Are you considering a personal loan? Avoid these 4 myths
Personal loans are fixed-rate, monthly installment loans that can be used for almost any loan purpose. They are widely used for debt consolidation, emergencies, home improvement, debt settlement, and more. Additionally, unlike a home loan or a car loan, most personal loans are unsecured, so you don’t have to mortgage an asset to get one.
Understanding the specifics of personal loans can take some time. If you don’t fully understand how they work, you may fall for some common myths about personal loans. Read on to learn what four of them are.
You can explore your personal loan options by doing Visit to Credible to compare rates and lenders.
4 Myths About Personal Loans That You Should Ignore:
- Personal loans cost too much
- Personal loans don’t work in an emergency
- Personal loans are only suitable for prime borrowers
- Applying for personal loans is difficult
Myth 1: Personal loans cost too much
Depending on your credit rating and income, personal loan rates can be over 30%. However, the average interest rates on personal loans are typically lower than the average interest rates on high yielding products like credit cards. For example, last February, the average credit card rate was 14.75% while the average 24 month personal loan was 9.46% Federal Reserve.
For this reason, personal loans are widely used to consolidate credit card debt. Using a lower interest rate personal loan to consolidate or other high yield debt can help you save hundreds of dollars in interest. If you’re curious what your personal loan rate and monthly payments might be, visit Credible for theirs Personal loan calculator and find them best personal loan rates.
Myth 2: Personal loans don’t work in an emergency
Unlike mortgage loans, personal loans do not require you to go through a closing process after applying for a loan. Because of this, in an emergency, personal loans give you quick access to the cash. For example, some lenders may deposit the loan amount into your bank account the next day after the loan agreement is signed.
Myth 3: Personal loans are only for prime borrowers
While it is true that the best personal loan rates and largest loan amounts usually go to borrowers who have good to excellent credit scores (670 or more) and high incomes, it is a common misconception that personal loans are only for prime borrowers .
Some lenders offer personal loan options to borrowers who have less than excellent credit ratings and lower incomes. For example, some lenders approve applicants with a credit score of only 580, a reasonable score on the FICO credit rating model. Although if you have bad credit you will most likely get a higher interest rate, you can still get a lower interest rate than a credit card.
To improve your chances of qualifying for a higher personal loan amount or better interest rate with a lower credit score on a credit check, apply for the loan from a co-signer with better creditworthiness and higher income, if allowed. Just try to repay the loan on time so that the co-signer’s creditworthiness is not compromised.
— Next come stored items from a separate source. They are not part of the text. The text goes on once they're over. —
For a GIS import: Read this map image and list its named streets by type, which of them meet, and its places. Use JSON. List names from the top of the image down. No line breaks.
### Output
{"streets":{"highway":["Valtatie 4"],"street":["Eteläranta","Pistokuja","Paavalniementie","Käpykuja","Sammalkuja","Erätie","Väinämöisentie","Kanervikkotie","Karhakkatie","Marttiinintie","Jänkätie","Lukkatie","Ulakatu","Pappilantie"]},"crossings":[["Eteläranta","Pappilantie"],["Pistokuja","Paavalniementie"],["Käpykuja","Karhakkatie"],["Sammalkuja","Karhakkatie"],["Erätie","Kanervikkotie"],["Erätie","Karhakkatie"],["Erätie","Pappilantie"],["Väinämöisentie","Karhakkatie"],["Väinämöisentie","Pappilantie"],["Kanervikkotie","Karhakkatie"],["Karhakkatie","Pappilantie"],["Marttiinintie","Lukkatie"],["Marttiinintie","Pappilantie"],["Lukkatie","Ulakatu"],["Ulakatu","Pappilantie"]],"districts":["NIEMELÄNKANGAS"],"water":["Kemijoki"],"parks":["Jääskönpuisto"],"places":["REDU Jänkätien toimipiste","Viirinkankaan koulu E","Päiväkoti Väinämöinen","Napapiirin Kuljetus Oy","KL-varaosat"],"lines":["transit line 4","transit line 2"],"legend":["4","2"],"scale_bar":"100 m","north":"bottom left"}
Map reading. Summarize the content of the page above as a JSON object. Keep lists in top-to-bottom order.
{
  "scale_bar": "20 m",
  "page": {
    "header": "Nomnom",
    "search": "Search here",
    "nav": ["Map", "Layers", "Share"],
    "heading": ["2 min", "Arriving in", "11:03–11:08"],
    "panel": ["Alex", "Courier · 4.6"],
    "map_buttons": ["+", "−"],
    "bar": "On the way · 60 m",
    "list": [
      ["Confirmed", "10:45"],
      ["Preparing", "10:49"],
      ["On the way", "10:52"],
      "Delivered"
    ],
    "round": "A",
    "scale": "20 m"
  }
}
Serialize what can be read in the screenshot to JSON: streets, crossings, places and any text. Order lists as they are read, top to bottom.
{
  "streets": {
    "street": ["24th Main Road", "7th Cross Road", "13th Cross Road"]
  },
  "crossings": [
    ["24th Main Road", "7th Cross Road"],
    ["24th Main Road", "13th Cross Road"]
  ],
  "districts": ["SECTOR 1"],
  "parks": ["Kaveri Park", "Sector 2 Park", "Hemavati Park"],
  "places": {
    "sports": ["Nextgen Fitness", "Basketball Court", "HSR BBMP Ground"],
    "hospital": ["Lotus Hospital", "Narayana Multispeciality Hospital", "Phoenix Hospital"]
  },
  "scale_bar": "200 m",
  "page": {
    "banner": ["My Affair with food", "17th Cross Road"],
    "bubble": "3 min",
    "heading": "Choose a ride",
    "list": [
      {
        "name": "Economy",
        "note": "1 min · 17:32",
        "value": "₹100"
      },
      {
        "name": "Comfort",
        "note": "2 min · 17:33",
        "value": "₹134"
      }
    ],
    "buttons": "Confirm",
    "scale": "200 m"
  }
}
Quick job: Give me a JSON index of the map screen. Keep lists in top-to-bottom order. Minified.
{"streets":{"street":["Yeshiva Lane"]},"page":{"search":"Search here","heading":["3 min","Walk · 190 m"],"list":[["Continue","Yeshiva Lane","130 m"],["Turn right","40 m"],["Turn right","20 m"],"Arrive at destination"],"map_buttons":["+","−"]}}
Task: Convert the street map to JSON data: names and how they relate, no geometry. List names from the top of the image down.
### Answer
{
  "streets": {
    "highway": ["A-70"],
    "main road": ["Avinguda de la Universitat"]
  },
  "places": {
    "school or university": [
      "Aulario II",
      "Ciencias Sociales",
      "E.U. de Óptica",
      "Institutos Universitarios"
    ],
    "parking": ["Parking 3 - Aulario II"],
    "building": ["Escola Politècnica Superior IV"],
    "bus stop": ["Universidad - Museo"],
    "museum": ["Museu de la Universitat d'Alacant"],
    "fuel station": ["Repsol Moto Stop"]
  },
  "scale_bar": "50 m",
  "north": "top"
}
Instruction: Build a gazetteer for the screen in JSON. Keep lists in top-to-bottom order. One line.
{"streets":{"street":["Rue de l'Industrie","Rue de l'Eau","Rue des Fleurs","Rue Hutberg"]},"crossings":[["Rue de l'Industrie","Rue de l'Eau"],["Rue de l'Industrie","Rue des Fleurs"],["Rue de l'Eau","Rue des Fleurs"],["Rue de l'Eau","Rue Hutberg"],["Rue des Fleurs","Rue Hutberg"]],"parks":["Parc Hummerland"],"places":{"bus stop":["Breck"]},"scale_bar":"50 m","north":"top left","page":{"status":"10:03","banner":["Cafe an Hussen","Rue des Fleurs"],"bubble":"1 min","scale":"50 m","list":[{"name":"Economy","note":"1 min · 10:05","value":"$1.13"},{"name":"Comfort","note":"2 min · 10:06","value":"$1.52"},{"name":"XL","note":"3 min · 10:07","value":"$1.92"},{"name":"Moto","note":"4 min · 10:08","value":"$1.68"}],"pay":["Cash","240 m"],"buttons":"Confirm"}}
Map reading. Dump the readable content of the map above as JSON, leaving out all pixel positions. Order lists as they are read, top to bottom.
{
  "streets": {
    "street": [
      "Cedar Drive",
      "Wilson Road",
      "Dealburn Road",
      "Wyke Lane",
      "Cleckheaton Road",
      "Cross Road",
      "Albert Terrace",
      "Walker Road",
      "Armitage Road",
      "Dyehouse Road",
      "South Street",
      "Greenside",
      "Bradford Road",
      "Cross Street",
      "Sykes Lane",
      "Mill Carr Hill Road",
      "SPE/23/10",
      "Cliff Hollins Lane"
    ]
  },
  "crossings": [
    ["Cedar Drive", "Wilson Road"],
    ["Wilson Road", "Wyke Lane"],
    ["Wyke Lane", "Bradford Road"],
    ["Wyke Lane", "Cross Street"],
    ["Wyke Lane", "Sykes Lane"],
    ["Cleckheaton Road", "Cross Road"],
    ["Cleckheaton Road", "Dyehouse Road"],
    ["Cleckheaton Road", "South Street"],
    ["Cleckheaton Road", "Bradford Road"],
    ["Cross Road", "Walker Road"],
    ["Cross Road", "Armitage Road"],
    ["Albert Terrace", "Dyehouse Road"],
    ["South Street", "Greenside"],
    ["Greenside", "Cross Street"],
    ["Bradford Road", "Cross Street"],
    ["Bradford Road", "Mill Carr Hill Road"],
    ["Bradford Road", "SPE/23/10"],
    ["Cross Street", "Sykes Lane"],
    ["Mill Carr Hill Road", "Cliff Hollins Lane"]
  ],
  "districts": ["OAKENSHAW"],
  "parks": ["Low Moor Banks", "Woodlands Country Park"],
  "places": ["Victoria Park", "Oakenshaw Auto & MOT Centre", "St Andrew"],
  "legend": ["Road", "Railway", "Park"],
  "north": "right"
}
Alternatively, you can work on improving factors such as your debt-to-income ratio and poor credit score before applying for a personal loan. This could increase your chances of qualifying for a better rate.
To explore all of your personal loan options, visit one Online marketplace like Credible.
Technological advances have made it easier than ever to apply for a personal loan. In the pre-internet era, you had to call or visit a lender in person to apply for a loan. Today you can apply for a personal loan from anywhere.
The process is faster – it can take less than 10 minutes to apply for a loan from some lenders. All you need to do is fill in some personal information like your name, date of birth and income.
In addition, it is also easier to compare multiple lenders. If you pre-qualify for a personal loan through an online lender, you can compare the prices and conditions of several personal lenders digitally or via a mobile app within seconds before submitting the application.
Now that you understand some common personal loan myths, you should be able to make a more informed loan decision. Before deciding to take out a personal loan, you should consider all of the options in order to make the best personal finance choice.
And when you end up taking one out, you’ll learn how to manage them. For example, make sure you can repay the loan on time to avoid late fees and serious damage to your creditworthiness. It is important to understand how personal loans are different from business loans and a car loan as these two are secured loans and not unsecured loans.